2023/05/11追記:もう少し離婚に関する話を…ということで検索。「最近スピード離婚が増えている」は本当なのか | 恋愛・結婚 | 東洋経済オンライン (天野 馨南子 : ニッセイ基礎研究所 人口動態シニアリサーチャー 著者フォロー 2020/06/04)という記事で出てきました。

 <「最近スピード離婚が増えている」は本当なのか>というタイトルからして、「最近スピード離婚が増えている」は嘘なんだろうな…と思ったら、やはりそういう話。むしろスピード離婚・短期離婚は激減しています。つまり、昔の団塊世代の若者(現在の高齢者)の方が速攻で離婚しまくっていた…という話でした。

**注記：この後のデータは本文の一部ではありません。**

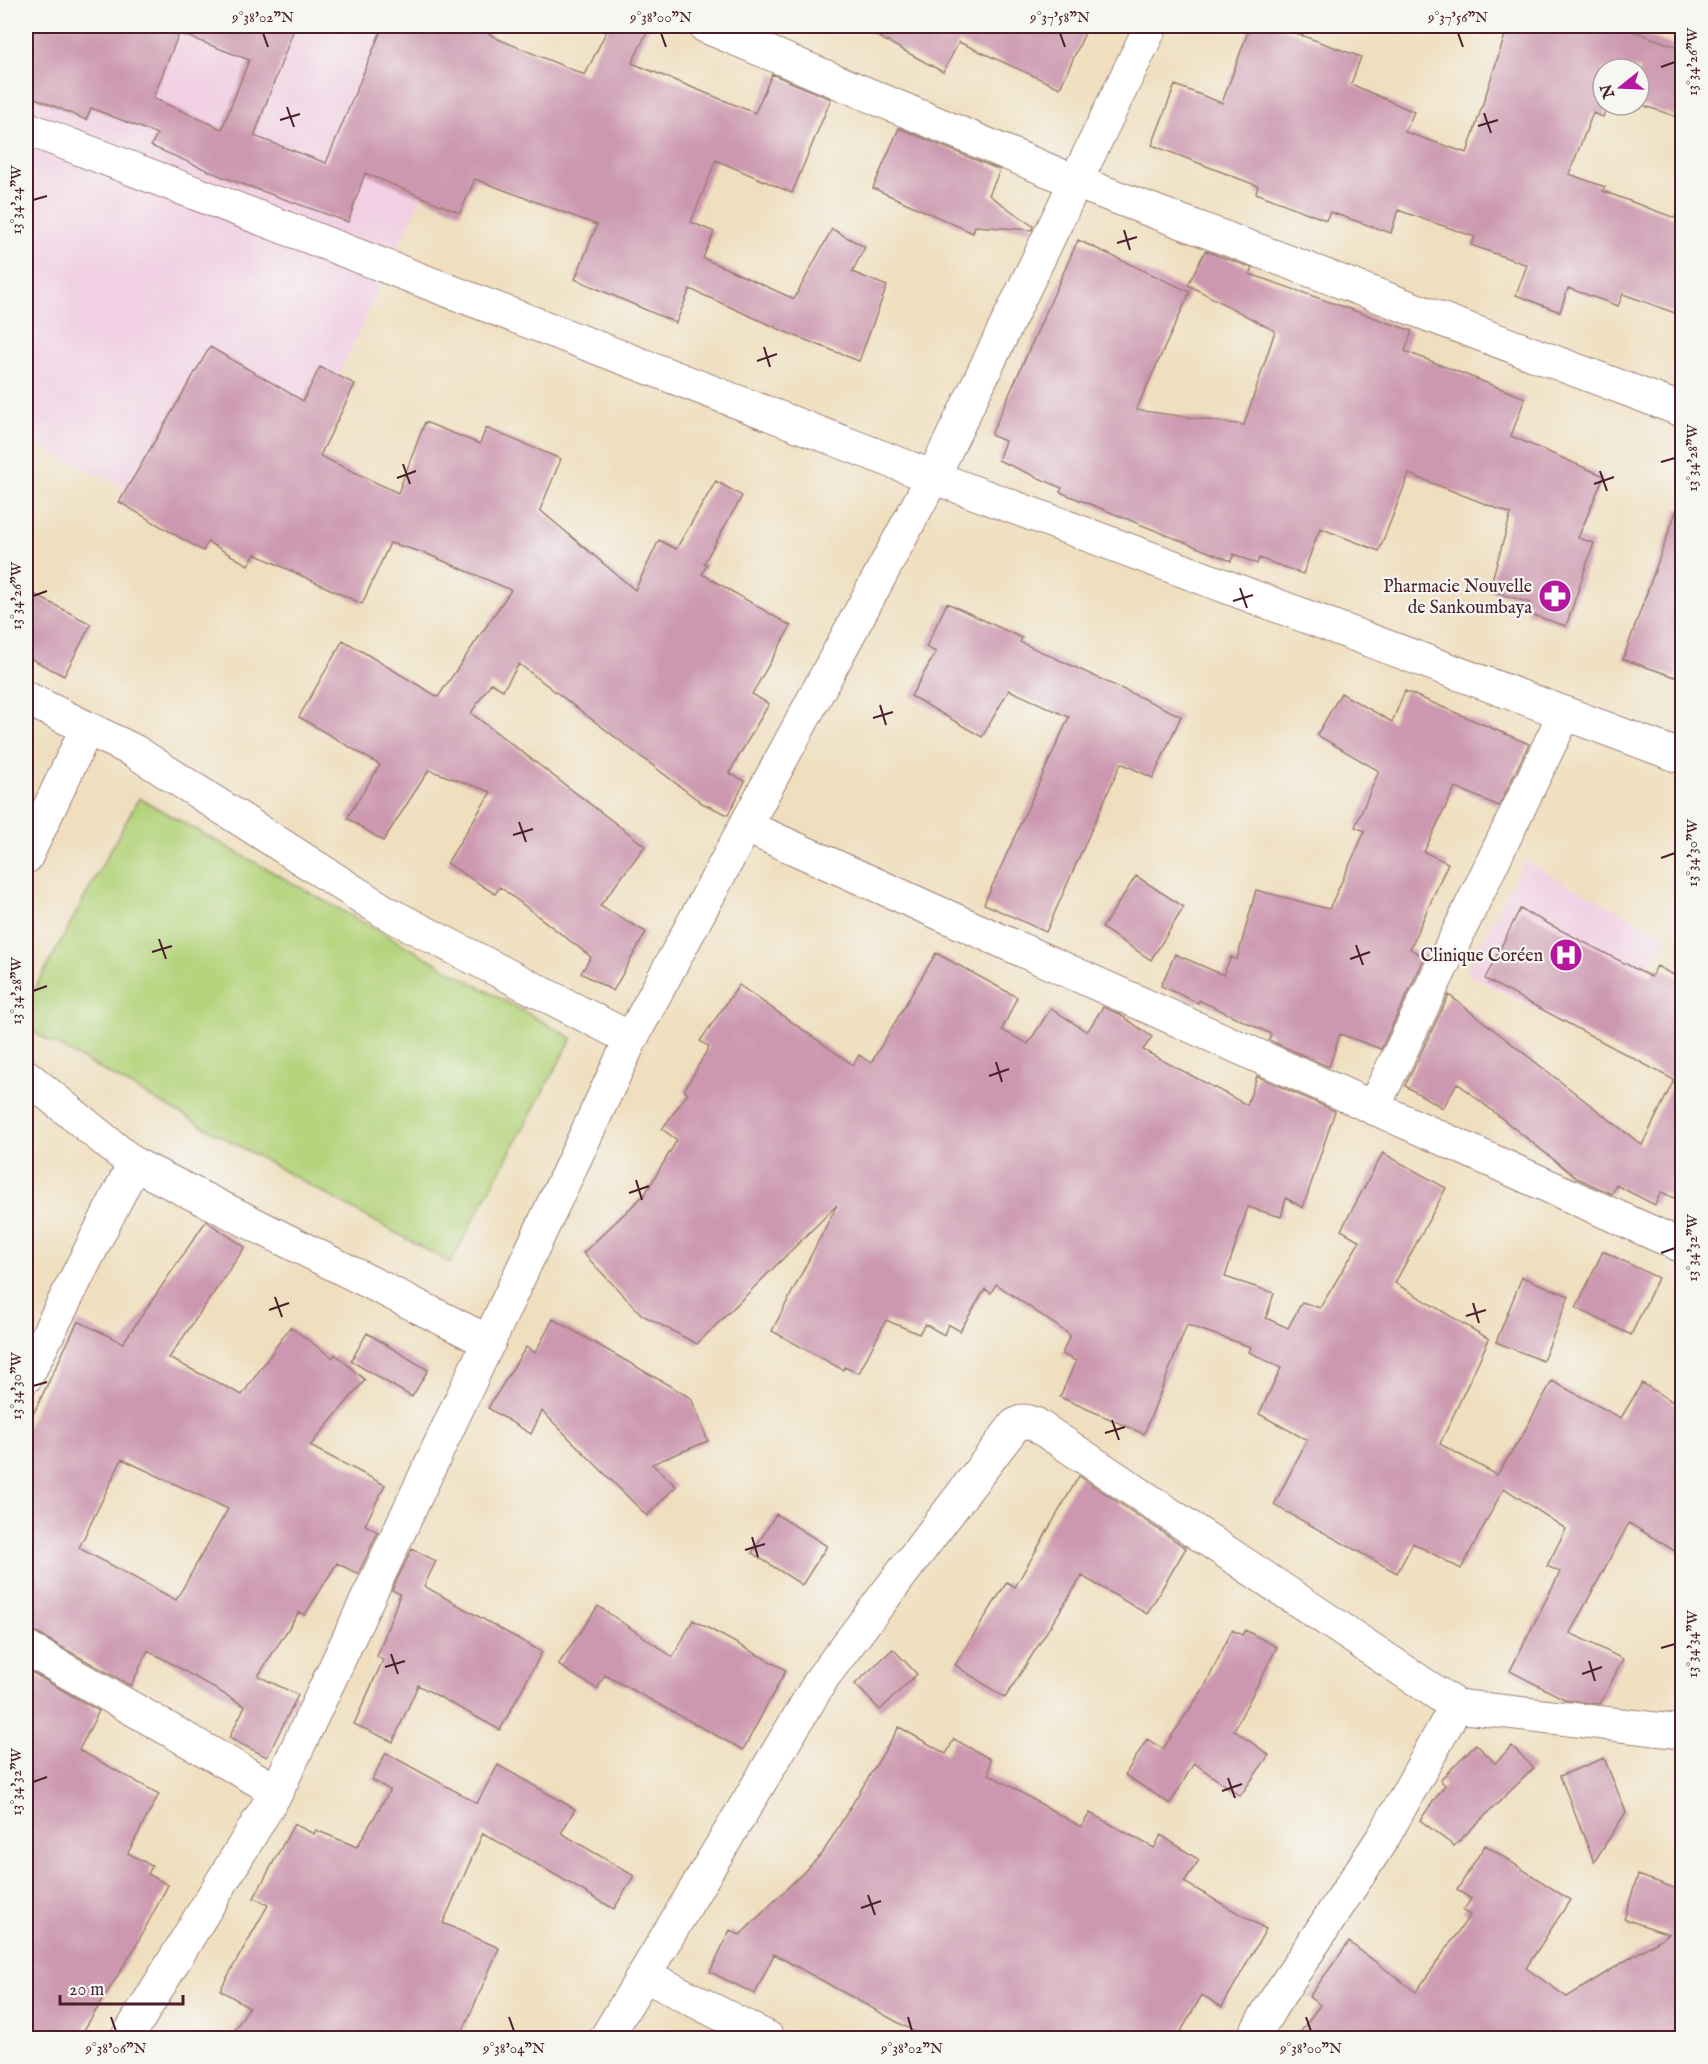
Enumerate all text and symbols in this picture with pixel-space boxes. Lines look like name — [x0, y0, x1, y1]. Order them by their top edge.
text: 9°38'02"N — [231, 8, 294, 27]
text: 9°38'00"N — [629, 8, 692, 27]
text: 9°37'58"N — [1029, 8, 1090, 27]
text: 9°37'56"N — [1427, 8, 1488, 27]
text: 13°34'26"W — [1683, 27, 1702, 96]
north arrow — [1591, 57, 1651, 117]
text: N — [1597, 81, 1621, 102]
text: 13°34'24"W — [7, 165, 26, 235]
text: 13°34'28"W — [1683, 423, 1702, 492]
text: 13°34'26"W — [7, 561, 26, 630]
place label: Pharmacie Nouvelle de Sankoumbaya — [1383, 576, 1532, 620]
pharmacy icon: Pharmacie Nouvelle de Sankoumbaya — [1537, 578, 1573, 614]
text: 13°34'30"W — [1683, 818, 1702, 887]
hospital icon: Clinique Coréen — [1548, 937, 1584, 973]
place label: Clinique Coréen — [1420, 945, 1543, 968]
text: 13°34'28"W — [7, 956, 26, 1025]
text: 13°34'32"W — [1683, 1214, 1702, 1282]
text: 13°34'30"W — [7, 1351, 26, 1420]
text: 13°34'34"W — [1683, 1609, 1702, 1678]
text: 13°34'32"W — [7, 1748, 26, 1816]
scale bar — [60, 1968, 183, 2006]
text: 20 m — [69, 1979, 104, 2002]
text: 9°38'06"N — [84, 2039, 147, 2058]
text: 9°38'04"N — [482, 2039, 545, 2058]
text: 9°38'02"N — [880, 2039, 943, 2058]
text: 9°38'00"N — [1279, 2039, 1342, 2058]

<「離婚件数が増えた」と聞くと、「最近の若いカップルは我慢が……」といった中高年的決めぜりふをつい言いたくなる方もいるかもしれません。しかし、まずは実態を見てみましょう。
 なお、国の統計が離婚までの「婚姻期間」ではなく、「同居期間」で集計されているのは、離婚に際して長く裁判などが続くケースがあるためです。二人の関係性が夫婦として成立していたとみなされる期間で統計が取られている、ということになります。
 直近の2018年と、団塊世代が20歳を超えた1970年とを比べると、同居期間が短期間といえる「5年未満の短期離婚」は52%から31%と、実に20ポイントを超える激減であることがわかります。また、スピード離婚といえる「3年未満の離婚」も29%から20%へ、9ポイントという統計的に明らかに意味のある幅での減少率となっています>


●昔はとにかくすぐ離婚…そこを乗り切れば後は離婚しないイメージ

2023/08/03追記:うちでは、さらに書き換えてますが、天野 馨南子さんは前回のデータを大体以下のようにまとめていました。天野 馨南子さんは以前より結婚期間が長いカップルの離婚が増えたことについて、「長くいっしょにいたのだから我慢してくれるはず」といった価値観が通用しなくなっているといった分析もしています。

(1) 昔(現在の高齢者世代)の方が離婚が少ない一方で、2組に1組以上が短期離婚、3組に1組はスピード離婚だった。離婚とえいば「すぐ離婚」というイメージで、結婚期間が長くなると「離婚しない」というイメージであった。
(2) ここ20年ほどで見ると、離婚件数は婚姻件数の3分の1を超えるが、より同居期間が長めのカップルの離婚が増加した。